# Rapido Battery Box



## kezbea (Jan 5, 2008)

Just gon to put 2nd battery on my 765F Rapido new in July 04 and found that the battery box had a three inch split in it ,this is a plastic box and the battery can fall on to the road so check yours NOW
Dave


----------



## Bagshanty (Jul 24, 2005)

There are also 2 metal straps that take the weight if the battery (well, there is on ours), so it shouldn't be catastrophic


----------



## kezbea (Jan 5, 2008)

Well there are know metal straps on mine just a box in the floor


----------



## Bagshanty (Jul 24, 2005)

perhaps that's why they added the 2 metal straps?


----------



## kezbea (Jan 5, 2008)




----------



## cabby (May 14, 2005)

simple answer, contact rapido in Woking if my memory is correct, am sure they will only be too pleased to help.dont forget to quote MHF. 8) 8) 

cabby


----------



## kezbea (Jan 5, 2008)

Hi cabby ta for that but do you think they will be interest in my van as its
a July 2004 
Dave :evil:


----------



## PSC (May 7, 2009)

nothing like an old thread being dragged up... spotted last week (while in a layby in the Pennines) that my Rapido 775F plastic battery box had split 3/4 of the way around the base and the battery was hanging out of the bottom supported by two plastic straps. Some 10mm para cord has given temporary respite but now on the hunt for a new battery box. Google has not been terribly helpful so far...

Anyone got any ideas?

I'm going to contact Rapido in Wokingham now, but suspect that they won't be holding parts for a van that is now out of manufacture.


----------



## josieb (Jan 20, 2008)

Phone Wokingham on Wednesday, speak to Paul and he will be able to get one for you.


----------



## PSC (May 7, 2009)

brilliant.... thanks.


----------



## PeteandMe (Sep 19, 2010)

I have two boxes one of stainless steel one is galvanized. 10 pounds each plus shipping PM if interested. Both are through floor types. Taken out of our Rapido.


----------



## PSC (May 7, 2009)

it would appear that I've got a big box!!!! 

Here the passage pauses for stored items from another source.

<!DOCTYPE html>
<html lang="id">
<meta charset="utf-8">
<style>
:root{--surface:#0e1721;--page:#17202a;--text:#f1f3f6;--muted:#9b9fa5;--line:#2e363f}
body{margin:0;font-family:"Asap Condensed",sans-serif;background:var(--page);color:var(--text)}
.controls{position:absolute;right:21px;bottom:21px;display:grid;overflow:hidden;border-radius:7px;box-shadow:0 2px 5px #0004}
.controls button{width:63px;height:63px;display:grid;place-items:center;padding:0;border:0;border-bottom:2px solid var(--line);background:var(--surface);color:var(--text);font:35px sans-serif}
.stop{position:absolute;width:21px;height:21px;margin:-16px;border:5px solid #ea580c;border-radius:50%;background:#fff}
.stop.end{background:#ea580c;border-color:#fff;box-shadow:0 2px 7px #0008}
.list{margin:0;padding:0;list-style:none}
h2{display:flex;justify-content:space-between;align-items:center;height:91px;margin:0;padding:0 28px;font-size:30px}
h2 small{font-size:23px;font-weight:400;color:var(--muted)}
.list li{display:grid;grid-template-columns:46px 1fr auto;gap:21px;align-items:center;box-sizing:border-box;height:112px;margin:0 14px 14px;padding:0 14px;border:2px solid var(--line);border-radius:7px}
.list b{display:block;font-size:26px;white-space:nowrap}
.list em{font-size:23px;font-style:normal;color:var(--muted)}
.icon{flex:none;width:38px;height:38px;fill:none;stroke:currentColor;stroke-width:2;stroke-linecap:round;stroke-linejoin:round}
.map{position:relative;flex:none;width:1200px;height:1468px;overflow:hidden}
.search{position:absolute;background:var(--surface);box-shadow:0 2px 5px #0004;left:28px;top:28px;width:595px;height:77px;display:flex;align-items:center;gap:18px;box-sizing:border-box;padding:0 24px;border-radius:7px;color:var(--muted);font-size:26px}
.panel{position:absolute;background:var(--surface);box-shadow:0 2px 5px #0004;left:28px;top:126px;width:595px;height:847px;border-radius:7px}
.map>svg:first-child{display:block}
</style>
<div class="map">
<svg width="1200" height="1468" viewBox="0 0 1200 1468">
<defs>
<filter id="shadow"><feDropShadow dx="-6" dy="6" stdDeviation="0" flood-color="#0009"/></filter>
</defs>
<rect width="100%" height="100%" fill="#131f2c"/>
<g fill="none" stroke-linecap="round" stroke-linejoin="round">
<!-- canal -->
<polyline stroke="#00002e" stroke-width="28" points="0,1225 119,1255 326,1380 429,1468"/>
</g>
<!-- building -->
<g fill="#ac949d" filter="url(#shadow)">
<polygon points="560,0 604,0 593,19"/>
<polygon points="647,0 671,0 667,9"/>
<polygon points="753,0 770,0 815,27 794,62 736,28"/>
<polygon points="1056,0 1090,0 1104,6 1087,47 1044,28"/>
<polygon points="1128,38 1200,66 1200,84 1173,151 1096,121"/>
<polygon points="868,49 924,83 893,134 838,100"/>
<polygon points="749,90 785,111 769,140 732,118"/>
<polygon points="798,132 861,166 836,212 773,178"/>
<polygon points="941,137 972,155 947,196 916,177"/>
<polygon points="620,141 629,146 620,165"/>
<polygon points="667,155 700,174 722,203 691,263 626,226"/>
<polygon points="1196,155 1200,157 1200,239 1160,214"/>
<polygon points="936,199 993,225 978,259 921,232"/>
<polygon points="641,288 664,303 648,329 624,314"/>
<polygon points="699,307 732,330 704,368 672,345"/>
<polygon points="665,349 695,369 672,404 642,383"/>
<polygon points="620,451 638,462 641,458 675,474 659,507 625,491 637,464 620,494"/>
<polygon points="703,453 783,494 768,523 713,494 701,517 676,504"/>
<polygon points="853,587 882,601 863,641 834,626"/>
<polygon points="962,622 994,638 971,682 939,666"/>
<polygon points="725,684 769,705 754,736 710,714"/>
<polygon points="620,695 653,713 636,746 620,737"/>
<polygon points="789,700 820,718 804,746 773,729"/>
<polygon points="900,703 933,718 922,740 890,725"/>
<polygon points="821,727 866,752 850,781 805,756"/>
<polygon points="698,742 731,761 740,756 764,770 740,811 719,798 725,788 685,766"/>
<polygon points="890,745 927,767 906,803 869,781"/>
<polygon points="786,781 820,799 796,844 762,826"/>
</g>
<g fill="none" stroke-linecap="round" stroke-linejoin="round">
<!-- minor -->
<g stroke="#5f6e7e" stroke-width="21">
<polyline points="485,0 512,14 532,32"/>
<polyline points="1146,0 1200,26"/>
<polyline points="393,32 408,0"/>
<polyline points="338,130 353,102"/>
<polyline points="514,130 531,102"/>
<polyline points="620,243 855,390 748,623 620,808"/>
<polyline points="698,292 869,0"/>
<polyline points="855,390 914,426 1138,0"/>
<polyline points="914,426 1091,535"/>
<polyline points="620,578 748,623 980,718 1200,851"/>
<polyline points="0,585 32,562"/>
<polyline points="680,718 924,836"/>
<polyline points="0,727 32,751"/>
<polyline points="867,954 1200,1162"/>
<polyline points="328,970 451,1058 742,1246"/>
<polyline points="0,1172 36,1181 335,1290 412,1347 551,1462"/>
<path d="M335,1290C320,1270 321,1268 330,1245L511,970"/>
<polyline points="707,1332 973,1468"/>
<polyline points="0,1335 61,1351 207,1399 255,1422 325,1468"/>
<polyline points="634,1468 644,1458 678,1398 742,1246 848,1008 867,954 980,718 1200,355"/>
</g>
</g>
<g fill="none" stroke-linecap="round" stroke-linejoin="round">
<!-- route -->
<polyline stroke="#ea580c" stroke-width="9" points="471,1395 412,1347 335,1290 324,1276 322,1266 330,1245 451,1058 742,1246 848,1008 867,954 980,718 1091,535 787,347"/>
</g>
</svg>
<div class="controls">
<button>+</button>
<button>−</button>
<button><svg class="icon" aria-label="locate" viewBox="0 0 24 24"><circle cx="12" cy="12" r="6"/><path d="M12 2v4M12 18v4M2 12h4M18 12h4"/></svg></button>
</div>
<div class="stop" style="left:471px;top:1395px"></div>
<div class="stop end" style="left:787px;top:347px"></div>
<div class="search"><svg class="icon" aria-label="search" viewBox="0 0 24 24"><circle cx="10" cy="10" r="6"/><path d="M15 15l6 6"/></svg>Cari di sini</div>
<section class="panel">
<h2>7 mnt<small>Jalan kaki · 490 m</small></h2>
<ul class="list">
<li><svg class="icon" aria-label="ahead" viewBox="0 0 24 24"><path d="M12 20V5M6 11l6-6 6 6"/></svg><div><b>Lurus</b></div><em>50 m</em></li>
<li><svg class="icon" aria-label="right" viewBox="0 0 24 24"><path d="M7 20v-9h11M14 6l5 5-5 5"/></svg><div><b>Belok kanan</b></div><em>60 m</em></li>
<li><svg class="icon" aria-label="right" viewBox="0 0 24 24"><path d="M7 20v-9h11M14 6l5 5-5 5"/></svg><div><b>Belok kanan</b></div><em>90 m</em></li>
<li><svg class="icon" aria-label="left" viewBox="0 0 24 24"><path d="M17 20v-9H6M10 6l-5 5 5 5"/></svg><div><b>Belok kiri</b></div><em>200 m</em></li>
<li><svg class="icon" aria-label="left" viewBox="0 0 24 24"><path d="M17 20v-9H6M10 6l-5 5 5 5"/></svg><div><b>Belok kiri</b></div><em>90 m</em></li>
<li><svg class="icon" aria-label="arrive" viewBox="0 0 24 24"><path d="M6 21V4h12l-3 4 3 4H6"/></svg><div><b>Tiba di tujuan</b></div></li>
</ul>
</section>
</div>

440 long, 270 wide (plus 30mm flanges) and 300 deep! 

Back to Plan A and I will be ringing Wokingham next week.


----------



## j50jwr (May 9, 2006)

*CAK do one, or used to*

Hi there my 2005 785f had a plastic one with the metal straps to take the weight, I would think that the fact straps were fitted some time between 2004 and 5 shows there was a problem with it. (My 2002 772 had a metal box) In the motor industry it would have been subject to a recall, (Ha Ha). I fitted a second battery to mine a few years ago and used a CAK one, also plastic so fitted, an external metal strap. I'd still try Wokingham first.

John


----------



## Jean-Luc (Jul 21, 2005)

Rapido have a top notch commitment to after sales support and customer retention and expect their dealers to reflect this ethos.
My 2005 963F has a pair of metal boxes. Perhaps it was recognised that plastic ones weren't up to the job. 
The chaps at Wokingham are very good so do give them a call before you go elsewhere and buy a replacement.


----------



## camoyboy (May 9, 2005)

Our 2003 775F had a metal battery box, they went plastic a year later. If the boys at Wokingham can't help ( I'm sure they will) then any fabrication shop would be able to knock you a metal one up using your plastic one as a pattern.
Colin


----------



## Jean-Luc (Jul 21, 2005)

camoyboy said:


> Our 2003 775F had a metal battery box, they went plastic a year later. If the boys at Wokingham can't help ( I'm sure they will) then any fabrication shop would be able to knock you a metal one up using your plastic one as a pattern.
> Colin


The must have gone back to metal 'cause mine is 2005, I wouldn't be surprised if they gave you a replacement metal one f.o.c.


----------